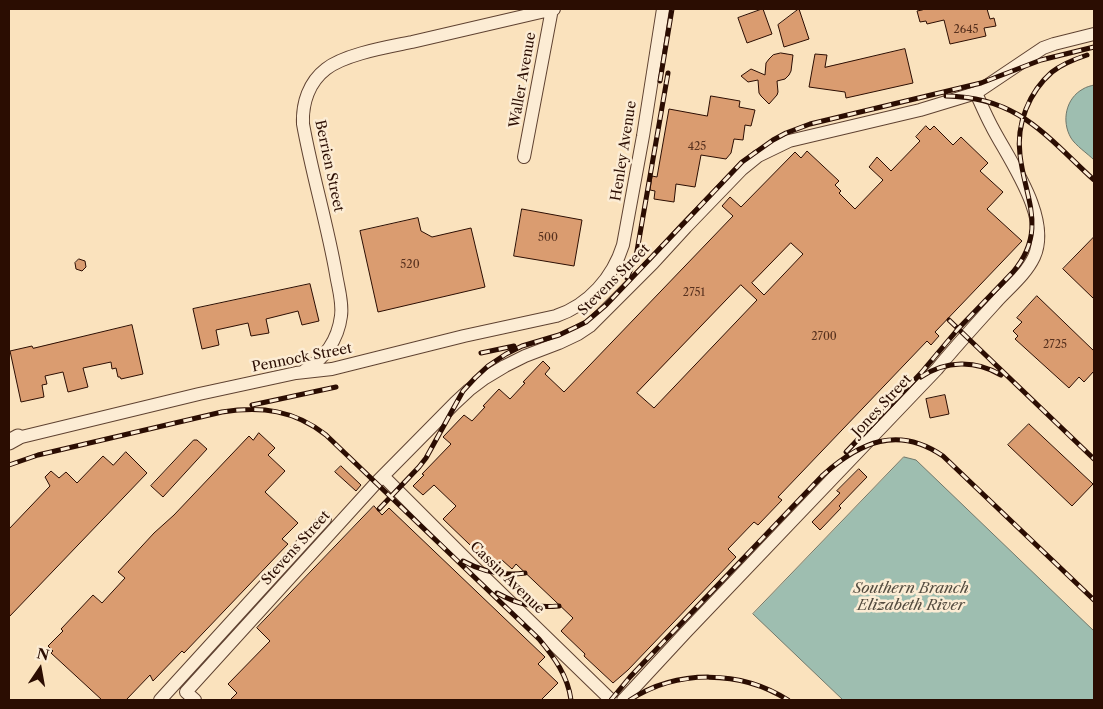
<!DOCTYPE html>
<style>
body{margin:0}
#map{position:relative;width:1103px;height:709px;overflow:hidden;background:#fae2bd;font-family:"Libre Caslon Text",serif}
canvas{display:block}
.frame{position:absolute;inset:0;border:10px solid #2b0d02;pointer-events:none}
.north{position:absolute;left:15px;top:644px;width:50px;height:50px;-webkit-text-stroke:4px #fcecd4;paint-order:stroke;rotate:12deg;font-size:14px;font-weight:700;line-height:20px;text-align:center;color:#2b0d02}
.north::after{content:'';display:block;margin:auto;width:18px;height:22px;background:#2b0d02;clip-path:polygon(50% 0,100% 100%,50% 72%,0 100%)}
</style>
<div id="map">
<canvas width="1103" height="709"></canvas>
<div class="frame"></div>
<div class="north">N</div>
</div>
<script>
const context = document.querySelector('canvas').getContext('2d');
context.lineJoin = 'round';
function fillPath(path, color) { context.fillStyle = color; context.fill(path, 'evenodd'); }
function stroke(path, color, width, dash) { context.strokeStyle = color; context.lineWidth = width; context.lineCap = dash ? 'butt' : 'round'; context.setLineDash(dash || []); context.stroke(path); }
function write(font, color, halo, rows, align = 'center') {
  context.font = font + ' "Libre Caslon Text",serif'; context.lineWidth = 5; context.setLineDash([]); context.textBaseline = 'middle'; context.strokeStyle = halo; context.fillStyle = color; for (const [text, x, y, turn = 0] of rows) {
    context.save(); context.translate(x, y); context.rotate((+turn || 0) * Math.PI / 180); context.textAlign = isNaN(turn) ? turn : align; if (halo) context.strokeText(text, 0, 0); context.fillText(text, 0, 0); context.restore();
  }
}
const water = new Path2D(`
 M1094,85V160C1087,153 1076,146 1071,138C1061,121 1066,98 1083,89C1086,87 1090,86 1094,85Z
 M904,457L916,460L1094,631V700H843L753,614Z`);
fillPath(water, '#9ebeb0');
stroke(water, '#70776a', 1);
const building = new Path2D(`
 M763,9L772,34L747,43L738,18Z
 M799,9L809,39L784,47L778,25Z
 M921,9H987L990,19L994,18L996,26L984,28L986,36L950,44L944,20L927,24L926,21L920,22L917,11L922,10Z
 M905,49L913,83L846,98L845,92L809,87L815,54L827,55L825,67Z
 M781,53L793,55L791,71L789,75L785,79L777,81L778,92L777,95L769,104L761,96L759,93L758,80L748,82L741,76L751,69L765,75L766,63L769,59L773,55Z
 M711,96L740,101L739,107L755,110L751,126L745,125L743,140L734,139L731,153L726,159L701,155L695,187L676,184L674,202L654,199L655,191L650,190L652,176L657,177L669,109L707,116Z
 M926,126L930,130L934,126L953,145L961,137L988,163L980,171L1003,192L987,209L1022,241L935,332L939,336L931,345L927,341L778,497L782,500L758,525L754,522L728,549L736,557L628,670L613,683L584,656L585,654L561,631L573,618L516,564L512,569L502,560L494,568L443,519L456,506L434,485L423,495L413,486L424,475L422,474L451,444L443,437L464,415L472,421L485,407L483,406L499,389L510,399L525,383L523,382L543,361L550,368L545,374L564,392L733,216L722,206L730,197L741,207L795,152L801,158L807,151L839,181L835,185L841,191L839,193L855,209L883,180L869,167L877,157L891,171L920,141L916,137ZM791,243L803,254L764,295L752,283ZM741,285L757,300L654,408L637,393Z
 M522,209L582,220L574,266L514,256Z
 M418,218L421,231L432,237L471,228L485,287L378,312L360,231Z
 M1094,237V299L1063,269Z
 M79,259L85,261L86,267L82,271L76,269L75,263Z
 M310,284L319,321L302,325L298,311L266,319L269,333L251,336L248,323L216,330L219,345L202,349L193,309Z
 M1037,296L1094,351V371L1084,382L1079,377L1069,388L1015,339L1018,336L1013,331L1022,322L1017,318Z
 M132,325L143,374L121,379L120,377H118L116,368L112,369L111,362L83,368L88,387L68,392L63,372L45,376L47,384L42,385L44,397L21,402L10,351L32,346L33,348Z
 M945,395L949,414L930,418L926,399Z
 M1029,424L1093,484L1072,506L1008,445Z
 M259,433L275,448L268,455L285,471L265,492L298,523L282,539L288,544L184,653L182,651L153,681L150,675L126,700H102L51,653L53,651L48,646L63,631L61,629L93,595L102,603L125,578L118,572L154,533L174,515L249,436L253,440Z
 M194,440H197L207,449L163,497L151,486Z
 M126,452L147,473L9,617V529L50,486L45,477L51,471L59,478L66,472L77,483L103,456L113,465Z
 M341,466L361,485L356,491L335,472Z
 M859,469L867,477L839,506L841,508L820,530L812,522L840,493L837,491Z
 M374,506L382,515L389,508L545,657L538,664L558,683L541,700H230L237,693L228,684L270,641L257,628Z`);
fillPath(building, '#da9c70');
stroke(building, '#2b0d02', 1);
const minor = new Path2D(`
 M524,157L552,9
 M304,371C324,359 338,340 341,316C343,302 338,287 336,274C327,223 312,174 303,124C302,103 309,82 326,69C345,54 388,47 412,42C460,31 507,20 554,9
 M9,440L199,394L296,373L332,369L464,336L556,316C589,305 613,277 623,245L643,136L663,9
 M383,476L474,567L611,700
 M160,700L325,519
 M195,700L186,692L376,483L455,403L469,390L485,378L505,366L525,356L559,343L578,334L590,326L653,263L686,227L742,169L758,156L789,141L920,110L976,93L1043,48L1054,44L1094,34
 M623,700L686,632L937,369C956,346 977,323 997,301C1010,287 1026,274 1034,257C1052,218 1009,160 992,127C986,116 981,104 976,93`);
const tertiary = new Path2D(`
 M9,442L18,437`);
stroke(minor, '#5f4231', 14);
stroke(tertiary, '#5f4231', 17);
stroke(minor, '#fcecd4', 12);
stroke(tertiary, '#fcecd4', 15);
const rail = new Path2D(`
 M660,81L672,9
 M946,96C1018,97 1045,135 1094,180
 M627,278L634,262L637,251L668,73
 M949,320L1094,459
 M481,353L514,346
 M921,377C946,360 976,360 1001,375
 M252,405L336,387
 M846,452L921,373L958,329L1013,272C1048,230 1025,199 1020,155C1016,124 1029,92 1052,72C1062,64 1075,59 1087,55
 M9,465L38,455L222,412C262,406 294,410 326,435L539,639C554,657 568,676 571,700
 M379,509L419,467L426,458L463,391L475,378L488,366L506,354L522,346L559,335L576,327L586,322L606,305L742,162L773,140L786,133L810,124L981,83L1041,60L1094,47
 M463,561C483,572 503,576 525,573
 M497,593C519,605 535,608 559,606
 M611,700L630,677L823,475C860,442 898,425 943,456L1094,600
 M630,700C677,669 741,670 788,700`);
stroke(rail, '#2b0d02', 5);
stroke(rail, '#fcecd4', 3, [9]);
write('11px', '#57311e', null, [
 ["2645",966,30],
 ["425",697,147],
 ["500",548,238],
 ["520",410,265],
 ["2751",694,293],
 ["2700",824,337],
 ["2725",1055,345]
]);
write('14px', '#2b0d02', '#fcecd4', [
 ["Waller Avenue",523,80,-80],
 ["Henley Avenue",624,151,-81],
 ["Berrien Street",329,166,78],
 ["Stevens Street",614,280,-45],
 ["Pennock Street",302,358,-11],
 ["Jones Street",882,406,-47],
 ["Stevens Street",296,548,-48],
 ["Cassin Avenue",507,578,44]
]);
write('italic 15px', '#534b3f', '#fcecd4', [
 ["Southern Branch",911,589],
 ["Elizabeth River",911,606]
]);
</script>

________________________

## Task goal
Every line in the data that holds the string "setLineDash" should be returned.

## Output below
function stroke(path, color, width, dash) { context.strokeStyle = color; context.lineWidth = width; context.lineCap = dash ? 'butt' : 'round'; context.setLineDash(dash || []); context.stroke(path); }
  context.font = font + ' "Libre Caslon Text",serif'; context.lineWidth = 5; context.setLineDash([]); context.textBaseline = 'middle'; context.strokeStyle = halo; context.fillStyle = color; for (const [text, x, y, turn = 0] of rows) {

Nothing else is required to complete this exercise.